Written by Kenan and Reitman, the story follows the Spengler family as they return to the New York City firehouse to team up with the original Ghostbusters, who have developed a top-secret research lab to take busting ghosts to the next level. But when the discovery of an ancient artifact unleashes an army of ghosts that casts a death chill upon the city, demon fighters new and old must join forces to protect their home and save the world from a second Ice Age.

The weekend’s other new nationwide opener is Neon’s specialty horror pic Immaculate, starring Sydney Sweeney, who is fresh off her hit rom-com Anyone But You.

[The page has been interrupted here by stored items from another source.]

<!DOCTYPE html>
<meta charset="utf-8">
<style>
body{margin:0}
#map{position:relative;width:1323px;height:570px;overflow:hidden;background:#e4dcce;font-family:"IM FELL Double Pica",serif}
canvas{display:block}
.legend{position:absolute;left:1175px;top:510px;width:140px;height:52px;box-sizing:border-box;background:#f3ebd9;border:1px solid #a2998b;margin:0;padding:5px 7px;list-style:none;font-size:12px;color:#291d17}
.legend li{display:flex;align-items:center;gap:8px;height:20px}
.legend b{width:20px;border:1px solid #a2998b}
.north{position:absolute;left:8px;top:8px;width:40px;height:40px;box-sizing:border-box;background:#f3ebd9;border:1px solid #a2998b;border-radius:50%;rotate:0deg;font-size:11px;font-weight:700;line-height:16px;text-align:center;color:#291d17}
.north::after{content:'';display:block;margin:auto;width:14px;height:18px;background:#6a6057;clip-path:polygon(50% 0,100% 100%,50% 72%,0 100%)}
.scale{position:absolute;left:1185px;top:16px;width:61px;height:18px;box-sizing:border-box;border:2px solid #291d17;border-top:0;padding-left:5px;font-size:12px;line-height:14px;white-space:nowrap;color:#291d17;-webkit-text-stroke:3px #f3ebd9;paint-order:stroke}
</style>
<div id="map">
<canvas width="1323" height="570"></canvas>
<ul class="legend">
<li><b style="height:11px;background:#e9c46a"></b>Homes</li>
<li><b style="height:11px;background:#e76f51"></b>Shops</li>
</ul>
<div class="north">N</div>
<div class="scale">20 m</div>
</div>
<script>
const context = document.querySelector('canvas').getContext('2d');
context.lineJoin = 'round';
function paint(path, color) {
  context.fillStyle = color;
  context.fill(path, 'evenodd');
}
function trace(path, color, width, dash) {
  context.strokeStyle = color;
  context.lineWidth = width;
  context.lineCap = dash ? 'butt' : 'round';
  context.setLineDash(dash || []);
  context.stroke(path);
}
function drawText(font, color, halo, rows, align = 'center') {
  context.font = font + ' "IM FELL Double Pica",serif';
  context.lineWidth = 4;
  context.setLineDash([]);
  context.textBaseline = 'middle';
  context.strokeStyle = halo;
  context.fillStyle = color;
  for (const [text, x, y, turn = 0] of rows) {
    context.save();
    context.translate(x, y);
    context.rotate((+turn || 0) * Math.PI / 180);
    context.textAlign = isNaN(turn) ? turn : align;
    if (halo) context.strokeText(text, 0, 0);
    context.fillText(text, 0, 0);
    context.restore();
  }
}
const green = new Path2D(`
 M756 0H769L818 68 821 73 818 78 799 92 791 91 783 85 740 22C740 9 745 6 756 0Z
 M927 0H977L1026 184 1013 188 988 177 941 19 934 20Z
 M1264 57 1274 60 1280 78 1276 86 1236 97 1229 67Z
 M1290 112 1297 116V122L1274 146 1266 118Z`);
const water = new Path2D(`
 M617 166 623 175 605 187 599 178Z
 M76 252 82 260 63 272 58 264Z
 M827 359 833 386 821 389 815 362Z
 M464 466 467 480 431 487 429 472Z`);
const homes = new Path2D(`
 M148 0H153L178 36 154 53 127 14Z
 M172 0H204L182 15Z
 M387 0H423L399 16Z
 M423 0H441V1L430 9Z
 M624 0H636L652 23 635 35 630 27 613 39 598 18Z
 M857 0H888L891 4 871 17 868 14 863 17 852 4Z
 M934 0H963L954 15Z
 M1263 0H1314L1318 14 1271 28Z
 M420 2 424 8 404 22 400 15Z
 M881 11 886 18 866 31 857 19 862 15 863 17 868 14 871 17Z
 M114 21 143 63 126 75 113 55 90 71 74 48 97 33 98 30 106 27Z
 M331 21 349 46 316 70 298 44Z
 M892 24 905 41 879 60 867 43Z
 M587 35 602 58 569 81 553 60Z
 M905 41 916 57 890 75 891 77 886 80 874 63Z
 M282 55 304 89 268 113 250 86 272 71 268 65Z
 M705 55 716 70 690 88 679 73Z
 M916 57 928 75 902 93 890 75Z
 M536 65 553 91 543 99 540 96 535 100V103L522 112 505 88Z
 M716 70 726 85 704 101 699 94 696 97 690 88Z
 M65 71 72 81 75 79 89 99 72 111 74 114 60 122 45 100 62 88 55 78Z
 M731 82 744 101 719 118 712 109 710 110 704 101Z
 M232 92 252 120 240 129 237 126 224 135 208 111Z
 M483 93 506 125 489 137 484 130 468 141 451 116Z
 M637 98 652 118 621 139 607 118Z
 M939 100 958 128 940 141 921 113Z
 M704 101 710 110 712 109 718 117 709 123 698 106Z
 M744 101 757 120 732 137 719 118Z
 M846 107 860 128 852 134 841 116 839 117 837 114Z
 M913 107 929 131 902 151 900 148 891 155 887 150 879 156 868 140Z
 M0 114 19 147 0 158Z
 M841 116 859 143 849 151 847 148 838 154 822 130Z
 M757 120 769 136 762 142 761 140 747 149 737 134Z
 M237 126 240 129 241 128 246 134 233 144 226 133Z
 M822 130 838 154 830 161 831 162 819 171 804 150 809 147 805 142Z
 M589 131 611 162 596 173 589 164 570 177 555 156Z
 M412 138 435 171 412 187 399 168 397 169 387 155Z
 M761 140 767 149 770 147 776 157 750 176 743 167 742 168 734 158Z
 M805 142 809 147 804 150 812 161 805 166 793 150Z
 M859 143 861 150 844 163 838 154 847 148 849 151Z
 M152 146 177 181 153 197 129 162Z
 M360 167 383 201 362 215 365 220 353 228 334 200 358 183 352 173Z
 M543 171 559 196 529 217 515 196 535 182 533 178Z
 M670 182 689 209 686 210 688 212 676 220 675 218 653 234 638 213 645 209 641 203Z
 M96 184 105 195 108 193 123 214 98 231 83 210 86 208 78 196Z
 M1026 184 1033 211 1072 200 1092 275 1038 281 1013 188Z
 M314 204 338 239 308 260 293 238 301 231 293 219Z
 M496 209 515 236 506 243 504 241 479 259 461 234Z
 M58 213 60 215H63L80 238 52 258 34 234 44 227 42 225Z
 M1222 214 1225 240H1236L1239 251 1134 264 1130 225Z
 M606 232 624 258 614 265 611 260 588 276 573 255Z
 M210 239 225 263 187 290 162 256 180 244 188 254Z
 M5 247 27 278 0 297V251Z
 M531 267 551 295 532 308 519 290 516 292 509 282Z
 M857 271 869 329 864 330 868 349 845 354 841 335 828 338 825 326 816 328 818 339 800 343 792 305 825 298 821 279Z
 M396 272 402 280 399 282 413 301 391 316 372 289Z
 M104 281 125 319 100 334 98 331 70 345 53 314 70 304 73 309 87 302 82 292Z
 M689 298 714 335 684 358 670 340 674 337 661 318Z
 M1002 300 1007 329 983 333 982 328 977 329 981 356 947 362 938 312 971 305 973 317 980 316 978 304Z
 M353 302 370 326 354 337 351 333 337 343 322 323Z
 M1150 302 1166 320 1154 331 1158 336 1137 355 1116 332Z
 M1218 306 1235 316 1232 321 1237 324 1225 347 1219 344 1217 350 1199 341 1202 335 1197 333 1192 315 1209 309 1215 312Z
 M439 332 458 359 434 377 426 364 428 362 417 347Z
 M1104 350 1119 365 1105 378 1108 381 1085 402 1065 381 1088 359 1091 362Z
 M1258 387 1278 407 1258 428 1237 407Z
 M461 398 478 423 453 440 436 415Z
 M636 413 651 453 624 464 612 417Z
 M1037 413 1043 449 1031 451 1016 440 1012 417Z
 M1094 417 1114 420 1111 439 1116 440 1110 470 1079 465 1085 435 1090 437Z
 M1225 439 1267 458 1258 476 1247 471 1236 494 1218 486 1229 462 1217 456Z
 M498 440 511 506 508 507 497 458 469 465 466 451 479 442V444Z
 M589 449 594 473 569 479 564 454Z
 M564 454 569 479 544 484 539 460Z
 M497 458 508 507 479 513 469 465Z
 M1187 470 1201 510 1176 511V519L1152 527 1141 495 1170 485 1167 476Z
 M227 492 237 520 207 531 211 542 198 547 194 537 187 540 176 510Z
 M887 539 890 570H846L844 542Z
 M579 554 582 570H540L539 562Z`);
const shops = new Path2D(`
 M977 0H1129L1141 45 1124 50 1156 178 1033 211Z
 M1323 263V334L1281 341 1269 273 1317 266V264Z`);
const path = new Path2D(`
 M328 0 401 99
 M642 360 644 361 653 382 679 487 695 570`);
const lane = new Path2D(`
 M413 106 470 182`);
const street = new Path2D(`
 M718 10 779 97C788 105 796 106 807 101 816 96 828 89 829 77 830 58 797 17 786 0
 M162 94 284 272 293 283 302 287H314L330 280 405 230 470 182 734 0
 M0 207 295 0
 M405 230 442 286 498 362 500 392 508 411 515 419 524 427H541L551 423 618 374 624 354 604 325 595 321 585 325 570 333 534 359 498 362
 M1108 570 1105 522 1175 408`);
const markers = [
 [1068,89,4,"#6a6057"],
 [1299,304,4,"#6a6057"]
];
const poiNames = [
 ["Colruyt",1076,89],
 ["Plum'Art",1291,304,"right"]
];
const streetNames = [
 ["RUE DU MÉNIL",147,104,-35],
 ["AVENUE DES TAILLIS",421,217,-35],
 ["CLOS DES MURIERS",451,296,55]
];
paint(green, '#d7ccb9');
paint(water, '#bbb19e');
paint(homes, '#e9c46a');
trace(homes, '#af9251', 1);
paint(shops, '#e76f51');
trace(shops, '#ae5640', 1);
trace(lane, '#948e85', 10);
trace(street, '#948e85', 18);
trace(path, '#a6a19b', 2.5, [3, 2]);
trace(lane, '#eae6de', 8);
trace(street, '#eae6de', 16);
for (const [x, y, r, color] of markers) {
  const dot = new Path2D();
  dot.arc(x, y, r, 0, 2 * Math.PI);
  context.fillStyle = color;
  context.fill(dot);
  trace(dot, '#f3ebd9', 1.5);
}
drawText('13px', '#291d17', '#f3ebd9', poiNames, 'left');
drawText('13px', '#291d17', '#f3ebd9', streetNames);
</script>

Immaculate, fueled by younger women, placed No. 4 with an estimated $5 million, in line with expectations for the indie film. The pic, fully financed by Black Bear, earned a C CinemaScore, which isn’t unusual for a horror film.

In Immaculate, Sweeney plays a devout nun traveling to a remote convent in the picturesque Italian countryside, but her journey soon devolves into a nightmare as it becomes clear her new home harbors a sinister secret and unspeakable horror. It is tracking to open in the low single digits.

Legendary and Warner Bros.’ Dune sequel held at No. 2 with an estimated weekend haul of $17.6 million in its fourth outing, a mere 39 percent drop . The movie will finish Sunday with a sensational domestic cume of $233 million, or thereabouts. It is doing even more business overseas, earning another $30.7 million from 73 markets — including a running total of $44.3 million in China — for a foreign tally of $341 million and $574 million globally. (Legendary East is handling the movie in China).

Universal and DreamWorks Animation’s Kung Fu Panda 4 is also making news in China, where it opened No. 1 this weekend with a pleasing $26.7 million.

In North America, Kung Fu Panda 4 is holding in nicely as more kids are sprung from school for spring break. The movie, now in its third outing, earned an estimated $16.5 million for a domestic tally of $133.2 million through Sunday and $268.2 million globally.

Rounding out the top five was Lionsgate’s Arthur the King, starring Mark Wahlberg. The movie, about the inspirational bond formed between a dog and a group of professional adventurers, is pacing to earn $4.5 million in its second outing for a subdued domestic total of $14.3 million.

At the specialty box office, A24 used this weekend to expand Kristen Stewart’s lesbian body building romance-drama Love Lies Bleeding into 1,828 cinemas. The movie, a 2024 Sundance Film Festival entry, earned $1.6 million for a cume of $5.7 million.

Veteran distributor Bob Berney’s new outfit released the doc Carol Doda Topless at the Condor in four theaters in New York, Los Angeles and New York. The pic posted a promising per-screen average of $10,756, and held what Berney calls “Doda-Esque Burlesque” shows at the Roxie in San Francisco and the Nuart in LA.

Domestically, year-to-date revenue is running 9 percent behind 2023, which was hardly a banner year. However, that’s down from a 12 percent gap a week ago, according to Comscore. Hollywood and theater owners remain hopeful that moviegoing will pick thanks to a slew of upcoming tenptoles, including next weekend’s Godzilla v. Kong: The New Empire.

March 24, 9 a.m. Updated with foreign grosses and additional domestic grosses.
March 24, 3 a.m. Updated with year-to-date domestic grosses.